Console d’orgue et orgues consolantes

À l’intérieur, l’église est si lumineusement restaurée qu’on croirait à un original médiéval flambant neuf qui a miraculeusement traversé les âges sans la noirceur du temps. Et là, face au chœur, comme un
insolite papillon géant par ses dimensions, pour l’envol de la musique, une aile courbe immense posée à même le transept, la nef transversale spacieuse, cet étrange vaisseau spatial : une console d’orgue descendue de ses hauteurs, mais électronique, avec voyants lumineux, cinq claviers, ponctués de constellations de boutons des tirants de jeux, une myriade de combinaisons sonores possibles, infini arc-en-ciel de couleurs, de nuances… De là, de ses doigts, avec la prestesse d’un prestidigitateur et dans un ballet virtuose des pieds sur les pédales, comme un navigateur à ses commandes, Luc Antonini, compositeur, organiste titulaire, gouverne la futaie métallique des tuyaux couronnés des pinacles gothiques des deux orgues anciens face à face sur leur haute tribune, plus un troisième latéral : la technique la plus sophistiquée du XX e siècle en complément des orgues historiques classés du XIXe, le premier et unique d’Europe doté d’une transmission électrique.

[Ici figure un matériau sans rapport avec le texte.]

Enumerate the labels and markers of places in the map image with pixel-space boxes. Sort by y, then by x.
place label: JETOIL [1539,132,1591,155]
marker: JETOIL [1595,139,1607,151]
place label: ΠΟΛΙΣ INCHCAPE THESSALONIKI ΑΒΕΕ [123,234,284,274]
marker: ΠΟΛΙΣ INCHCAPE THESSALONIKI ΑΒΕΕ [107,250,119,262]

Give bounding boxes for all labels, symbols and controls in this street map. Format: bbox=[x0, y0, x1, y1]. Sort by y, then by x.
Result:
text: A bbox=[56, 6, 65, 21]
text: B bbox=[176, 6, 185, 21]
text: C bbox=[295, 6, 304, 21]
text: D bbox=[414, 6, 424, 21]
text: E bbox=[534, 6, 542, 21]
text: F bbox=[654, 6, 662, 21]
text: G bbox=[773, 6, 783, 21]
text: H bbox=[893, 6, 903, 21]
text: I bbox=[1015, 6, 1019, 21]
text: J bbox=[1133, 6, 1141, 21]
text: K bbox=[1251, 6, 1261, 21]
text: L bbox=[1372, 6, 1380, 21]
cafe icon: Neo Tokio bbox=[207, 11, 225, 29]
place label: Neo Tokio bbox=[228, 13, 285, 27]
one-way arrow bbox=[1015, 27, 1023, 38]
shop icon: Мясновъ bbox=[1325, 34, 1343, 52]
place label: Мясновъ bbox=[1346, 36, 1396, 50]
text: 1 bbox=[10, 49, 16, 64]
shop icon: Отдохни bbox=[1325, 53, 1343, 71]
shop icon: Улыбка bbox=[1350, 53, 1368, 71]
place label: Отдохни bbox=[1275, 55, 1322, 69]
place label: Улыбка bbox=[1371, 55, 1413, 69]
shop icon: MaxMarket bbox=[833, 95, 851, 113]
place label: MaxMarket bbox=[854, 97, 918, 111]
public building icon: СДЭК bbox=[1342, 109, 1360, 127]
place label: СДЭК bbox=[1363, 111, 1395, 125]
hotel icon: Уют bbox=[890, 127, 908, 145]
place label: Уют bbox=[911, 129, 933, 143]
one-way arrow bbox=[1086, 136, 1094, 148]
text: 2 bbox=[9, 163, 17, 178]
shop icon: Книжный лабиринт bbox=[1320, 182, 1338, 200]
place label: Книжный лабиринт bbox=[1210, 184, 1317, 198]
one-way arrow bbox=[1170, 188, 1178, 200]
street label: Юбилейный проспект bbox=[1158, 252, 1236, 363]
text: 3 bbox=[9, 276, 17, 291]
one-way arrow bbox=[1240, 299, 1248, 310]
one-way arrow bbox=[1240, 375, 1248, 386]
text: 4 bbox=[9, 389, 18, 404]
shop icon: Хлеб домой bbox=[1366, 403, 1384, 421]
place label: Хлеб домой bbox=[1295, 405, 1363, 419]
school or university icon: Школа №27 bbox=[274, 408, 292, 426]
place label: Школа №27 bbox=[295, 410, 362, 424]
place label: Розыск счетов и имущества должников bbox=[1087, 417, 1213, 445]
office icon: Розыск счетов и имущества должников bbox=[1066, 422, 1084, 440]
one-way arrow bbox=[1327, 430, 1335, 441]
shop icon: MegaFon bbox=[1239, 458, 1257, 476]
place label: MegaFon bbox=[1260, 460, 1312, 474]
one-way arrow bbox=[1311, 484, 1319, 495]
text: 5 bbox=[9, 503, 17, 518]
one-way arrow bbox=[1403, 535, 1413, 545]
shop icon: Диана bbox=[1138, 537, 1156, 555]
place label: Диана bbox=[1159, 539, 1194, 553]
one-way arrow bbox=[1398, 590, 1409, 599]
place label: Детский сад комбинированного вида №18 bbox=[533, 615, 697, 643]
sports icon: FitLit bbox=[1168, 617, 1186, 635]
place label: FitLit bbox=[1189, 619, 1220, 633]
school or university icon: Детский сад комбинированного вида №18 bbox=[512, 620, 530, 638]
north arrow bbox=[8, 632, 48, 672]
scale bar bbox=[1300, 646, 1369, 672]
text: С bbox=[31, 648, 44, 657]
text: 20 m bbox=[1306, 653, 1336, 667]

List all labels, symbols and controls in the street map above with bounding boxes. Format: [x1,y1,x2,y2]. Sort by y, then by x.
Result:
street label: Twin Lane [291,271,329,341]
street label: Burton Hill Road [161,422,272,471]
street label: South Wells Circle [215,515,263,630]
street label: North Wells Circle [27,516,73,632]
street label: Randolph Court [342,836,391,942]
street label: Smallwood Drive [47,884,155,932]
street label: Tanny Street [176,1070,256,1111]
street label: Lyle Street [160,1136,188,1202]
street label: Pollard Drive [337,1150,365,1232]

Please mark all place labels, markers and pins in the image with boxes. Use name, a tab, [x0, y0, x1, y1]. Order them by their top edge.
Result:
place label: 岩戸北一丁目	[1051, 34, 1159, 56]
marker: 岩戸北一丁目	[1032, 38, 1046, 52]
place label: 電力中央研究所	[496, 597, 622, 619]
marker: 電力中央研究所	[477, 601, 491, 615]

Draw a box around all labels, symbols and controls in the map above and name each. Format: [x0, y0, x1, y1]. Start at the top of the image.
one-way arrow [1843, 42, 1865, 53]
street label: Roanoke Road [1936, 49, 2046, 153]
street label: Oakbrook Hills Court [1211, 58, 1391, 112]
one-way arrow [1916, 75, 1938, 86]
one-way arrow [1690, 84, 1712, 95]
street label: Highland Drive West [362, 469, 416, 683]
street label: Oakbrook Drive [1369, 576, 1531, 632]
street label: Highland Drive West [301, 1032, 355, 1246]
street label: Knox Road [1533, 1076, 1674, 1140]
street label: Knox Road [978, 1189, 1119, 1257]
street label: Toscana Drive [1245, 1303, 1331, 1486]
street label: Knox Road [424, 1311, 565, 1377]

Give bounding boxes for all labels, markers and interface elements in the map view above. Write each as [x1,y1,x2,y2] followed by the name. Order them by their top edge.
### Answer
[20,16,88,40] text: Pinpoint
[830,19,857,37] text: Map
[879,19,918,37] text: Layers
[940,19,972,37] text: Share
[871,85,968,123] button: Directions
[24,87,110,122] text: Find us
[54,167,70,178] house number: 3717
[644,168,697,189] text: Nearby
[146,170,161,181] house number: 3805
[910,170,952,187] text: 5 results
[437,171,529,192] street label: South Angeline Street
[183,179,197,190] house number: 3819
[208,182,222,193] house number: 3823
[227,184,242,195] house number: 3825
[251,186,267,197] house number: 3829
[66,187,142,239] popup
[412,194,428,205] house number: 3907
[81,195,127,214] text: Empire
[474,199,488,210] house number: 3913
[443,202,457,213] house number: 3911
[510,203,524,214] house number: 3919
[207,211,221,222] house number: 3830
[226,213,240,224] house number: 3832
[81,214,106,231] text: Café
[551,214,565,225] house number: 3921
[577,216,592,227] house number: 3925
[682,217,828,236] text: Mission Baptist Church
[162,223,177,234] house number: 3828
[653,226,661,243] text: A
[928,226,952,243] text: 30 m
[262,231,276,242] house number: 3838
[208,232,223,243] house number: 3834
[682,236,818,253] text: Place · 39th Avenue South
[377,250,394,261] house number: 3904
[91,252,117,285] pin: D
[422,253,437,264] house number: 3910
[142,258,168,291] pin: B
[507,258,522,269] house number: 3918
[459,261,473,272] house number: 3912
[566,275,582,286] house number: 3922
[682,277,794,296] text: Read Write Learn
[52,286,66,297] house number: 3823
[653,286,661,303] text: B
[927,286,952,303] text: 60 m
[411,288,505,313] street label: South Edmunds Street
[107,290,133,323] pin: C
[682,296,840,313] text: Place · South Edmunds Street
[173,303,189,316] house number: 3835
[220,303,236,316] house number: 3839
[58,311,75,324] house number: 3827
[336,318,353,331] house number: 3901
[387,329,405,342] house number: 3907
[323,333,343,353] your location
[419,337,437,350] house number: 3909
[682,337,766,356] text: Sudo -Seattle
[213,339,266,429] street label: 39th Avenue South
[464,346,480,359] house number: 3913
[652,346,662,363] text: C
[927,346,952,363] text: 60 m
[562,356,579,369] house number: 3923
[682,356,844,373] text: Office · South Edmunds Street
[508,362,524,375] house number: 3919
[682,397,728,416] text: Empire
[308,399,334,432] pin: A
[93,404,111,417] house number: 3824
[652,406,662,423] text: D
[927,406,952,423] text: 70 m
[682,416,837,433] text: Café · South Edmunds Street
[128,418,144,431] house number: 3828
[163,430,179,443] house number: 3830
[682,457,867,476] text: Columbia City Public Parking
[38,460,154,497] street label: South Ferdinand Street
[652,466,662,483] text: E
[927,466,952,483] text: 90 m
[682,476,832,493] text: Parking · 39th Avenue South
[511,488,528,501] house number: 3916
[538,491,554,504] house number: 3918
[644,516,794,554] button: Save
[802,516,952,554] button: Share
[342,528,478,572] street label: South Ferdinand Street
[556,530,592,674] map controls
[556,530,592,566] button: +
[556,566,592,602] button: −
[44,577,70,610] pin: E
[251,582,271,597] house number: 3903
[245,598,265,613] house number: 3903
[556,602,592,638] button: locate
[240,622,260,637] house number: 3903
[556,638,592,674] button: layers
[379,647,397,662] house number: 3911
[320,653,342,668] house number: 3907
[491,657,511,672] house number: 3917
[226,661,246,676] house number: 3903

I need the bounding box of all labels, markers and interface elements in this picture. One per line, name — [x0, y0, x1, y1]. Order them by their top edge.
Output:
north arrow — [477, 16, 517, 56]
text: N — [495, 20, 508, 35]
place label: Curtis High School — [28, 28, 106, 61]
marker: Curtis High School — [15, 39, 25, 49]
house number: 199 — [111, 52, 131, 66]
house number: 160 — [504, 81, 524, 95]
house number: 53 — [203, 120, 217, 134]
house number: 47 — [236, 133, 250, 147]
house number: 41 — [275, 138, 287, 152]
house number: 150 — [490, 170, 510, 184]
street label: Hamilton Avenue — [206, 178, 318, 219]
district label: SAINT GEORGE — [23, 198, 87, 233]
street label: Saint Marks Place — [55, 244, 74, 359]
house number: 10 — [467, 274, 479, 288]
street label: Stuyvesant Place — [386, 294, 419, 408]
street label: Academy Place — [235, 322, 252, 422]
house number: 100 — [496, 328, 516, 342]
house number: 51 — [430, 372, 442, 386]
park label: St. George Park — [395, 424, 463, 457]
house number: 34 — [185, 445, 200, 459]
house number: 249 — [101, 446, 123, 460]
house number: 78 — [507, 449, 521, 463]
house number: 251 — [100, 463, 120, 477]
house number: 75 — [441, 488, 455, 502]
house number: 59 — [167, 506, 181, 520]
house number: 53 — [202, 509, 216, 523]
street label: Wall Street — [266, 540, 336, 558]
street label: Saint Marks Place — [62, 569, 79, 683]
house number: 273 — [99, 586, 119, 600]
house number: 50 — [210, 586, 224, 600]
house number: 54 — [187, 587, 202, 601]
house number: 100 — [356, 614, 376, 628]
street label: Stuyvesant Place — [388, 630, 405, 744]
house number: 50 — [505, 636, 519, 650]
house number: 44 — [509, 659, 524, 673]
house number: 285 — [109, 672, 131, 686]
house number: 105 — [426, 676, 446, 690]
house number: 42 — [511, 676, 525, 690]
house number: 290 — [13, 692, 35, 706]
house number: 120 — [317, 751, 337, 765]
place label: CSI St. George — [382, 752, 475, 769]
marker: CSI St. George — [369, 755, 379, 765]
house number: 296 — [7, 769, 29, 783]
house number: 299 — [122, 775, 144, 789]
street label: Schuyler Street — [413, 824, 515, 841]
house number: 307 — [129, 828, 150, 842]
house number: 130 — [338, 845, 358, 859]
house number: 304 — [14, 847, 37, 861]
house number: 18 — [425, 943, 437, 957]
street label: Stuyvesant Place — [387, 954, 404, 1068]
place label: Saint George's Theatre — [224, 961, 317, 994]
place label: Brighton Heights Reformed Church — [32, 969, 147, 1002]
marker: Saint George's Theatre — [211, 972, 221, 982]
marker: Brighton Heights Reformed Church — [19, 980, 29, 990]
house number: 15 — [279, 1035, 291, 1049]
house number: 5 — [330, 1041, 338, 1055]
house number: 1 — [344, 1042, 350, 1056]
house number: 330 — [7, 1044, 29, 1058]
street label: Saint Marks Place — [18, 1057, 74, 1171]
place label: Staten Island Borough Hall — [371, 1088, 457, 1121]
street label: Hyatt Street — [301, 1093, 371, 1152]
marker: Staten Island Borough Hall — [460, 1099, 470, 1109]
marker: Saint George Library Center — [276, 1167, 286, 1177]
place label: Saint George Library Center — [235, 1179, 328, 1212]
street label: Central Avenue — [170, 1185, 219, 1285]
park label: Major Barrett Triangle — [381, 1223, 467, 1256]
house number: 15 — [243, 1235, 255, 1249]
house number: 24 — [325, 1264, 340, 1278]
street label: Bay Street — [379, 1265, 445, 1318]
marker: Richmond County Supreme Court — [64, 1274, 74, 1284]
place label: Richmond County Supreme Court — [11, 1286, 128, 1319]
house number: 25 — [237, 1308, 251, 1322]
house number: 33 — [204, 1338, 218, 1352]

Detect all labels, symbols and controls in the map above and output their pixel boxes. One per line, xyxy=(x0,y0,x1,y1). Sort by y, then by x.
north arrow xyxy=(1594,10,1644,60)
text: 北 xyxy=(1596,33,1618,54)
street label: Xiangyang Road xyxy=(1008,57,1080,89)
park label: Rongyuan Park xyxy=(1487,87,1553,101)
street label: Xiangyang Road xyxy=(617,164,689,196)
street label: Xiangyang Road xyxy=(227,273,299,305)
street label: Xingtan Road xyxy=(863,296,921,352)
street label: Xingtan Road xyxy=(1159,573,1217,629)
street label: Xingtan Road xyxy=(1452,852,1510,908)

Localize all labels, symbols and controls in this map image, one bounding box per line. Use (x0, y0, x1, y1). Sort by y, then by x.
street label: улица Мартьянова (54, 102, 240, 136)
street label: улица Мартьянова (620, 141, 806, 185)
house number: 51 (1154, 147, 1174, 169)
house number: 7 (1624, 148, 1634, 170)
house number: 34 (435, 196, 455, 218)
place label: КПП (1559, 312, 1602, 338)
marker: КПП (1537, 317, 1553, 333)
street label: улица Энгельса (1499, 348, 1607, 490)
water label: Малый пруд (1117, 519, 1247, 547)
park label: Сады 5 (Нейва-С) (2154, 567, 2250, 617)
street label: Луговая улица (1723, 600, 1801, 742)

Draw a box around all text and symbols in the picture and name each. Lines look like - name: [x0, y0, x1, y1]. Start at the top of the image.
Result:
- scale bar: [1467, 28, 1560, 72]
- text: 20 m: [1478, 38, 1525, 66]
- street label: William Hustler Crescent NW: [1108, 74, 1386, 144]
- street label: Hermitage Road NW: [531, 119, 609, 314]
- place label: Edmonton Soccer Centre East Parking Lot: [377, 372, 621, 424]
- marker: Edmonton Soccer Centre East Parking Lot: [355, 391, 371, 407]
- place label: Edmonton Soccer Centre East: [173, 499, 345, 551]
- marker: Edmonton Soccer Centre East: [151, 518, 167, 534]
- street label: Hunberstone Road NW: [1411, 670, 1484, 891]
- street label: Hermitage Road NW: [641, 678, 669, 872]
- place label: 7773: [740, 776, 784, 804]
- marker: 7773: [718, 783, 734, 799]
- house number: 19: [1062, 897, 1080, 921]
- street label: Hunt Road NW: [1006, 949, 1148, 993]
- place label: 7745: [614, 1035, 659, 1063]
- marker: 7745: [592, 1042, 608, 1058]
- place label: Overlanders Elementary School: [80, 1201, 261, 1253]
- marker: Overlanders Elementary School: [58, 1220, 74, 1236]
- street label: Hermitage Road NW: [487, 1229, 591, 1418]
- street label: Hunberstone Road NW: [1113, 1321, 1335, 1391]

Musique jouée silencieusement d’en bas, de la terre, mais retombant d’en haut comme une bienfaisante pluie musicale exauçant le jeu de l’interprète et les vœux du public, baignant une assistance béate d’émotion, sans qu’on distingue exactement d’où émane un son si célestement spatialisé, si enveloppant, consolateur. Effet prodigieux sans effectisme, toujours dans la pureté respectée de la musique, croisée d’ogive sonore entre les deux orgues face à face qui dialoguent dans la tradition antiphonale, avec les jeux d’écho, de réponse, d’appel du troisième, nappant d’un doux gazon le gazouillis serpentant du ruisseau du hautbois dans la prairie musicale.

Hautbois


En bas, dans le chœur, le modeste hautbois n’est pas affronté mais confronté amoureusement à ce qu’on croirait démesure sonore des orgues démultipliés. Entre ciel et terre, sur une console pain d’épice, adossé à une colonne, un angelot baroque de miel, assis sur un nuage de marbre, se penche dans un gracieux déhanché, pour ne rien perdre de la délicatesse des sons que Patrice Barsey, professeur et soliste, tire de son instrument : musique pour les anges, mais tellement humaine…
C’est d’abord la Sonate pour flûte et clavecin de Bach père et fils, Carl Philipp Emanuel Bach (BWV 1020/H 542. 5), sans que le programme dise la part de chacun, adaptée par nos deux interprètes pour leur instrument respectif. On est séduit, dans le premier mouvement, par le pépiement du hautbois tout proche et, en haut, par le frais friselis de feuillage argenté de l’orgue, un phrasé d’une finesse transparente de dentelle, un accord délicat entre les deux instruments, qui déroulent volutes vaporeuses et nuageuses vapeurs, se poursuivant, se répondant, échangeant les rôles, les hauteurs. Dans l’adagio, couleur ambrée du hautbois, douceur ombrée de l’orgue, jeux d’échos langoureux, d’une tendre mélancolie. L’allegro final fait voleter la voix sur un léger nappage de l’onde de l’orgue et l’on s’émerveille de l’équilibre entre ce fétu soufflé et cette masse à la soufflerie géante mais jamais écrasante.
La Gigue KV 574  pour orgue nous rappelle qu’aucun instrument ne fut jamais étranger à Mozart dont l’Adagio KV 580 pour cor « anglé » dit anglais, et cordes, adapté encore par Barsey et Antonini, nous berça du souvenir de la douceur de l’Ave verum dont il fut l’esquisse : longs déroulements et enroulements au souffle qui semble inépuisable de l’interprète dans les nuages impalpables de l’orgue.
Trop peu joué bien qu’il ait beaucoup composé, Félix-Alexandre Guilmant (1837 – 1911), organiste ami de Cavaillé-Coll, fut assurément une découverte. Son Prélude, thème, variations et final, op. 24 pour orgue impressionne par sa fracassante entrée, sa splendeur sonore, une montée en puissance où l’on sent le bonheur d’Antonini de manier cette riche palette. Le thème varié subtilement donne des effets délicieux de stéréophonie des deux orgues affrontés. Le final est éclatant, grandiose, chatoyant, rutilant de couleurs : un soleil éclatant à travers un vitrail ou sonore « explosion dans une cathédrale » comme le tableau de Monsú DesiderioSa Cantilène pastorale, op. 15 est d’une simple beauté digne de Mozart, lumineuse, sereine, un pastel délicat où le hautbois semble étinceler quand l’orgue scintille, le drape de lumière, interrogeant ou répondant dans un étagement doux en canon, des échos pleins de tendresse.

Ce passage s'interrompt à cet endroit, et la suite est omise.